Born into a cultured and unconventional Swiss family, Oppenheim was exposed early on to Jungian thought, thanks to her grandmother, a close friend of Carl Gustav Jung. This psychoanalytic foundation nourished her symbolic and intuitive imagination from the start. At eighteen, she moved to Paris, briefly studying at the Académie de la Grande Chaumière and quickly immersing herself in surrealist circles. She was soon noticed by figures like André Breton, Max Ernst, and Man Ray, who recognized her unique sensitivity and radical visual approach.
Though often labeled a surrealist “muse,” Oppenheim asserted her creative autonomy from the very beginning. Her most famous work, Le Déjeuner en fourrure (1936)—a teacup covered in fur—perfectly embodies her poetics: uncanny, sensual, playful, and deeply iconic. Acquired by the Museum of Modern Art in New York as early as the late 1930s, this piece secured her a place in art history as one of the few women artists to gain recognition in her lifetime, within a still heavily male-dominated context.

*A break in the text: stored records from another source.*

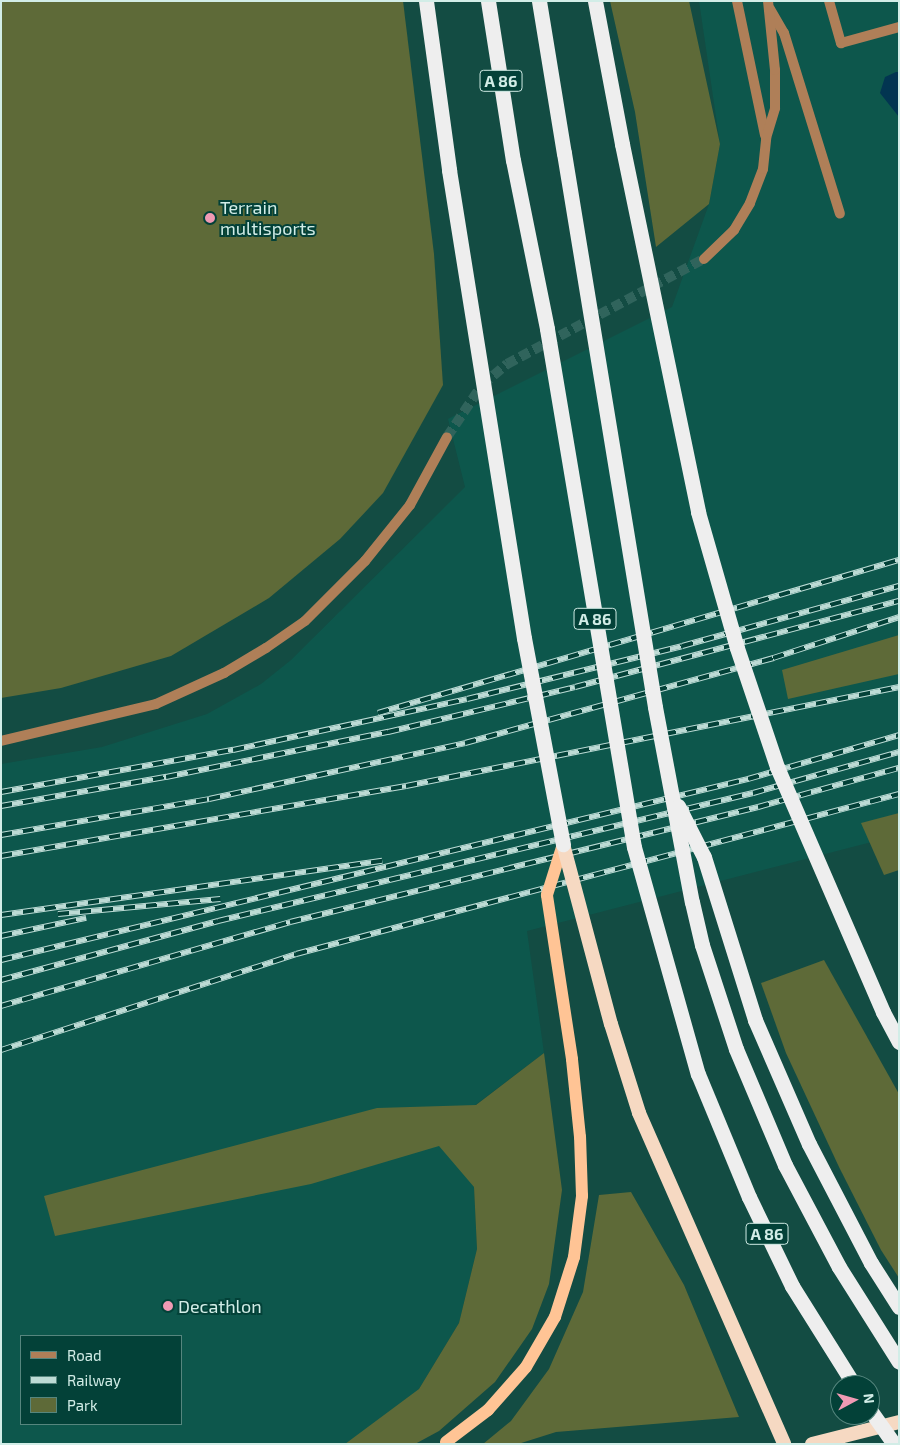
<!DOCTYPE html>
<html>
<head>
<meta charset="utf-8">
<style>
	body { margin:0 }
	#map { position:relative; width:900px; height:1445px; overflow:hidden; background:#134c43; font-family:"Exo 2",sans-serif }
	div>[style] { position:absolute }
	.built>* { inset:0; background:#0d574c }
	.green>* { inset:0; background:#5e6a38 }
	.water>* { inset:0; background:#023551 }
	.tertiary-tunnel>* { height:10px; margin-top:-5px; transform-origin:0; background:repeating-linear-gradient(90deg,#30645c 0 10px,transparent 0 15px) }
	.service>* { height:10px; margin:-5px; padding:0 5px; transform-origin:5px; border-radius:5px; background:#af7f58 }
	.tertiary>* { height:10px; margin:-5px; padding:0 5px; transform-origin:5px; border-radius:5px; background:#af7f58 }
	.trunk>* { height:14px; margin:-7px; padding:0 7px; transform-origin:7px; border-radius:7px; background:#f6d9c2 }
	.motorway>* { height:15px; margin:-7.5px; padding:0 7.5px; transform-origin:7.5px; border-radius:7.5px; background:#eee }
	.rail>* { height:5.5px; margin-top:-2.75px; transform-origin:0; background:repeating-linear-gradient(90deg,#034138 0 11px,#bddbd5 0 22px); box-sizing:border-box; border-block:1px solid #bddbd5 }
	.primary-bridge>* { height:12px; margin:-6px; padding:0 6px; transform-origin:6px; border-radius:6px; background:#ffc495 }
	.trunk-bridge>* { height:14px; margin:-7px; padding:0 7px; transform-origin:7px; border-radius:7px; background:#f6d9c2 }
	.motorway-bridge>* { height:15px; margin:-7.5px; padding:0 7.5px; transform-origin:7.5px; border-radius:7.5px; background:#eee }
	.dots>* { width:14px; height:14px; translate:-50% -50%; box-sizing:border-box; border:2px solid #034138; border-radius:50% }
	span { translate:-50% -50%; white-space:nowrap; text-align:center; line-height:1.15; -webkit-text-stroke:4px #034138; paint-order:stroke }
	.shield-label span { padding:1px 4px; background:#034138; border:1px solid; border-radius:4px; -webkit-text-stroke-width:0 }
	.shield-label { font-size:16px; color:#d2ede7; font-weight:700 }
	.poi-label { font-size:18px; color:#d2ede7 }
	.left { translate:0 -50%; text-align:left }
	.frame { position:absolute; inset:0; border:2px solid #d2ede7; pointer-events:none }
	.legend { position:absolute; left:20px; top:1335px; width:162px; height:90px; box-sizing:border-box; background:#034138; border:1px solid #56867e; margin:0; padding:6px 9px; list-style:none; font-size:15px; color:#d2ede7 }
	.legend li { display:flex; align-items:center; gap:10px; height:25px }
	.legend b { width:25px; border:1px solid #56867e }
	.north { position:absolute; left:830px; top:1375px; width:50px; height:50px; box-sizing:border-box; background:#034138; border:1px solid #56867e; border-radius:50%; rotate:84deg; font-size:14px; font-weight:700; line-height:20px; text-align:center; color:#d2ede7 }
	.north::after { content:''; display:block; margin:auto; width:18px; height:22px; background:#f09ab4; clip-path:polygon(50% 0,100% 100%,50% 72%,0 100%) }
</style>
</head>
<body>
<div id="map">
	<div class="built">
		<div style="clip-path:polygon(evenodd,699px 1px,899px 1px,899px 835px,527px 931px,544px 1053px,441px 1131px,474px 1187px,477px 1249px,459px 1323px,419px 1389px,368px 1433px,345px 1444px,1px 1444px,1px 764px,102px 747px,207px 714px,261px 684px,291px 660px,465px 487px,448px 419px,672px 307px,709px 204px,720px 144px,699px 1px,21px 1336px,181px 1336px,181px 1424px,21px 1424px,21px 1336px)"></div>
	</div>
	<div class="green">
		<div style="clip-path:polygon(1px 1px,403px 1px,434px 254px,443px 385px,383px 493px,340px 539px,269px 598px,171px 656px,61px 688px,1px 698px)"></div>
		<div style="clip-path:polygon(610px 1px,689px 1px,720px 144px,709px 204px,656px 247px,635px 112px)"></div>
		<div style="clip-path:polygon(899px 635px,899px 674px,788px 699px,782px 670px)"></div>
		<div style="clip-path:polygon(899px 813px,899px 870px,884px 875px,861px 823px)"></div>
		<div style="clip-path:polygon(824px 960px,899px 1094px,899px 1278px,881px 1250px,839px 1167px,786px 1053px,761px 983px)"></div>
		<div style="clip-path:polygon(544px 1053px,562px 1190px,549px 1284px,532px 1329px,495px 1382px,439px 1431px,415px 1444px,345px 1444px,419px 1389px,459px 1323px,477px 1249px,474px 1187px,439px 1146px,311px 1184px,55px 1236px,44px 1196px,377px 1108px,476px 1105px)"></div>
		<div style="clip-path:polygon(631px 1192px,684px 1285px,739px 1417px,556px 1432px,518px 1444px,483px 1444px,511px 1421px,549px 1369px,583px 1292px,599px 1195px)"></div>
	</div>
	<div class="water">
		<div style="clip-path:polygon(896px 72px,899px 72px,899px 117px,880px 93px,885px 77px)"></div>
	</div>
	<div class="tertiary-tunnel">
		<div style="left:447px;top:437px;width:63px;rotate:-56.1deg"></div>
		<div style="left:482px;top:385px;width:33px;rotate:-40deg"></div>
		<div style="left:507px;top:364px;width:223px;rotate:-28.1deg"></div>
	</div>
	<div class="service">
		<div style="left:829px;top:1px;width:44px;rotate:74.1deg"></div>
		<div style="left:841px;top:43px;width:60px;rotate:-15.4deg"></div>
		<div style="left:770px;top:9px;width:28px;rotate:60deg"></div>
		<div style="left:784px;top:33px;width:189px;rotate:72.8deg"></div>
	</div>
	<div class="tertiary">
		<div style="left:737px;top:1px;width:137px;rotate:78.2deg"></div>
		<div style="left:704px;top:259px;width:42px;rotate:-44deg"></div>
		<div style="left:734px;top:230px;width:31px;rotate:-59deg"></div>
		<div style="left:750px;top:203px;width:36px;rotate:-69deg"></div>
		<div style="left:763px;top:169px;width:31px;rotate:-84deg"></div>
		<div style="left:766px;top:138px;width:31px;rotate:-73deg"></div>
		<div style="left:775px;top:108px;width:38px;rotate:-90deg"></div>
		<div style="left:775px;top:70px;width:69px;rotate:-95.8deg"></div>
		<div style="left:1px;top:741px;width:159px;rotate:-13.4deg"></div>
		<div style="left:156px;top:704px;width:75px;rotate:-24.5deg"></div>
		<div style="left:224px;top:673px;width:49px;rotate:-30.8deg"></div>
		<div style="left:266px;top:648px;width:47px;rotate:-34.7deg"></div>
		<div style="left:305px;top:621px;width:85px;rotate:-45deg"></div>
		<div style="left:365px;top:561px;width:72px;rotate:-51.2deg"></div>
		<div style="left:410px;top:505px;width:77px;rotate:-61.4deg"></div>
	</div>
	<div class="trunk">
		<div style="left:812px;top:1444px;width:90px;rotate:-14.2deg"></div>
	</div>
	<div class="motorway">
		<div style="left:426px;top:1px;width:171px;rotate:82.2deg"></div>
		<div style="left:488px;top:1px;width:161px;rotate:81.1deg"></div>
		<div style="left:539px;top:1px;width:154px;rotate:80.7deg"></div>
		<div style="left:595px;top:1px;width:146px;rotate:79.3deg"></div>
		<div style="left:704px;top:857px;width:171px;rotate:72.6deg"></div>
		<div style="left:755px;top:1020px;width:135px;rotate:66.5deg"></div>
		<div style="left:809px;top:1144px;width:134px;rotate:62.5deg"></div>
		<div style="left:871px;top:1263px;width:52px;rotate:57.5deg"></div>
		<div style="left:883px;top:1012px;width:34px;rotate:62deg"></div>
		<div style="left:698px;top:1074px;width:133px;rotate:67.5deg"></div>
		<div style="left:749px;top:1197px;width:99px;rotate:64.2deg"></div>
		<div style="left:792px;top:1286px;width:117px;rotate:57.9deg"></div>
		<div style="left:785px;top:1165px;width:115px;rotate:62.1deg"></div>
		<div style="left:839px;top:1267px;width:112px;rotate:57.7deg"></div>
	</div>
	<div class="rail">
		<div style="left:378px;top:713px;width:543px;rotate:-16.37deg"></div>
		<div style="left:1px;top:792px;width:236px;rotate:-10.3deg"></div>
		<div style="left:233px;top:750px;width:239px;rotate:-12.3deg"></div>
		<div style="left:467px;top:699px;width:221px;rotate:-13.8deg"></div>
		<div style="left:682px;top:646px;width:225px;rotate:-15.5deg"></div>
		<div style="left:1px;top:806px;width:168px;rotate:-10deg"></div>
		<div style="left:166px;top:777px;width:227px;rotate:-11.5deg"></div>
		<div style="left:388px;top:732px;width:192px;rotate:-13.5deg"></div>
		<div style="left:575px;top:687px;width:335px;rotate:-14.9deg"></div>
		<div style="left:1px;top:835px;width:211px;rotate:-9.8deg"></div>
		<div style="left:209px;top:799px;width:262px;rotate:-12.3deg"></div>
		<div style="left:465px;top:743px;width:320px;rotate:-15.4deg"></div>
		<div style="left:773px;top:658px;width:133px;rotate:-18deg"></div>
		<div style="left:1px;top:856px;width:411px;rotate:-9.8deg"></div>
		<div style="left:406px;top:786px;width:503px;rotate:-11.35deg"></div>
		<div style="left:58px;top:914px;width:163px;rotate:-5.3deg"></div>
		<div style="left:1px;top:915px;width:385px;rotate:-8.1deg"></div>
		<div style="left:1px;top:936px;width:87px;rotate:-12deg"></div>
		<div style="left:1px;top:960px;width:769px;rotate:-13.62deg"></div>
		<div style="left:748px;top:779px;width:157px;rotate:-16.2deg"></div>
		<div style="left:1px;top:980px;width:225px;rotate:-15.2deg"></div>
		<div style="left:218px;top:921px;width:550px;rotate:-13.46deg"></div>
		<div style="left:753px;top:793px;width:152px;rotate:-15.7deg"></div>
		<div style="left:1px;top:1006px;width:301px;rotate:-16.2deg"></div>
		<div style="left:290px;top:922px;width:482px;rotate:-13.8deg"></div>
		<div style="left:758px;top:807px;width:146px;rotate:-15.5deg"></div>
		<div style="left:1px;top:1050px;width:310px;rotate:-18deg"></div>
		<div style="left:296px;top:954px;width:624px;rotate:-14.86deg"></div>
	</div>
	<div class="primary-bridge">
		<div style="left:446px;top:1442px;width:53px;rotate:-37.3deg"></div>
		<div style="left:488px;top:1410px;width:57px;rotate:-48.5deg"></div>
		<div style="left:526px;top:1367px;width:58px;rotate:-59.9deg"></div>
		<div style="left:555px;top:1317px;width:63px;rotate:-72.4deg"></div>
		<div style="left:574px;top:1257px;width:62px;rotate:-82.5deg"></div>
		<div style="left:582px;top:1196px;width:59px;rotate:-91.9deg"></div>
		<div style="left:580px;top:1137px;width:78px;rotate:-95.9deg"></div>
		<div style="left:572px;top:1059px;width:166px;rotate:-98.7deg"></div>
		<div style="left:547px;top:895px;width:53px;rotate:-72.6deg"></div>
	</div>
	<div class="trunk-bridge">
		<div style="left:563px;top:844px;width:186px;rotate:75.1deg"></div>
		<div style="left:611px;top:1024px;width:93px;rotate:72.5deg"></div>
		<div style="left:639px;top:1113px;width:361px;rotate:66.3deg"></div>
	</div>
	<div class="motorway-bridge">
		<div style="left:622px;top:144px;width:376px;rotate:78.3deg"></div>
		<div style="left:698px;top:512px;width:141px;rotate:74deg"></div>
		<div style="left:737px;top:648px;width:126px;rotate:71.4deg"></div>
		<div style="left:777px;top:767px;width:267px;rotate:66.6deg"></div>
		<div style="left:564px;top:153px;width:561px;rotate:80.67deg"></div>
		<div style="left:655px;top:707px;width:198px;rotate:79.3deg"></div>
		<div style="left:692px;top:902px;width:44px;rotate:76.9deg"></div>
		<div style="left:702px;top:945px;width:109px;rotate:71.9deg"></div>
		<div style="left:736px;top:1049px;width:126px;rotate:67.1deg"></div>
		<div style="left:513px;top:160px;width:172px;rotate:78.6deg"></div>
		<div style="left:547px;top:329px;width:525px;rotate:80.47deg"></div>
		<div style="left:634px;top:847px;width:236px;rotate:74.3deg"></div>
		<div style="left:449px;top:170px;width:474px;rotate:80.9deg"></div>
		<div style="left:524px;top:638px;width:210px;rotate:79.3deg"></div>
		<div style="left:678px;top:806px;width:57px;rotate:63deg"></div>
		<div style="left:870px;top:1410px;width:42px;rotate:54.8deg"></div>
	</div>
	<div class="dots">
		<div style="left:210px;top:218px;background:#f09ab4"></div>
		<div style="left:168px;top:1306px;background:#f09ab4"></div>
	</div>
	<div class="shield-label">
		<span style="left:501px;top:81px">A 86</span>
		<span style="left:595px;top:619px">A 86</span>
		<span style="left:767px;top:1234px">A 86</span>
	</div>
	<div class="poi-label">
		<span class="left" style="left:220px;top:218px">Terrain<br>multisports</span>
		<span class="left" style="left:178px;top:1306px">Decathlon</span>
	</div>
	<div class="frame"></div>
	<ul class="legend">
	<li><b style="height:6px;background:#af7f58"></b>Road</li>
	<li><b style="height:6px;background:#bddbd5"></b>Railway</li>
	<li><b style="height:14px;background:#5e6a38"></b>Park</li>
	</ul>
	<div class="north">N</div>
</div>
</body>
</html>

After a period of artistic withdrawal in the 1940s—marked by an identity crisis and the need to break free from the expectations imposed on her by the art world—Oppenheim re-emerged in the 1950s with a renewed creative vigor. Her output became increasingly multifaceted: sculpture, drawing, poetry, and transformed everyday objects. Her recurring themes—metamorphosis, nature, feminine identity, and the dreamlike—were explored with a gaze that defied categorization.
Today, her works are held in and exhibited by leading museums and galleries around the world, including the Museum of Modern Art and the Guggenheim in New York, the Centre Pompidou in Paris, the Kunstmuseum Basel, and the Kunsthalle Bern. The latter, in 1984, hosted a major retrospective conceived under Oppenheim’s own direction—an event that stands as a true declaration of intent: the definitive affirmation of a career lived in the name of freedom, beyond labels, genres, or stylistic confines.
Meret Oppenheim is now recognized as a key figure of Surrealism and 20th-century art. Her work continues to astonish with its vitality, its mystery, and its ability to reveal, through subtle gestures, the unexpected that resides within ordinary things.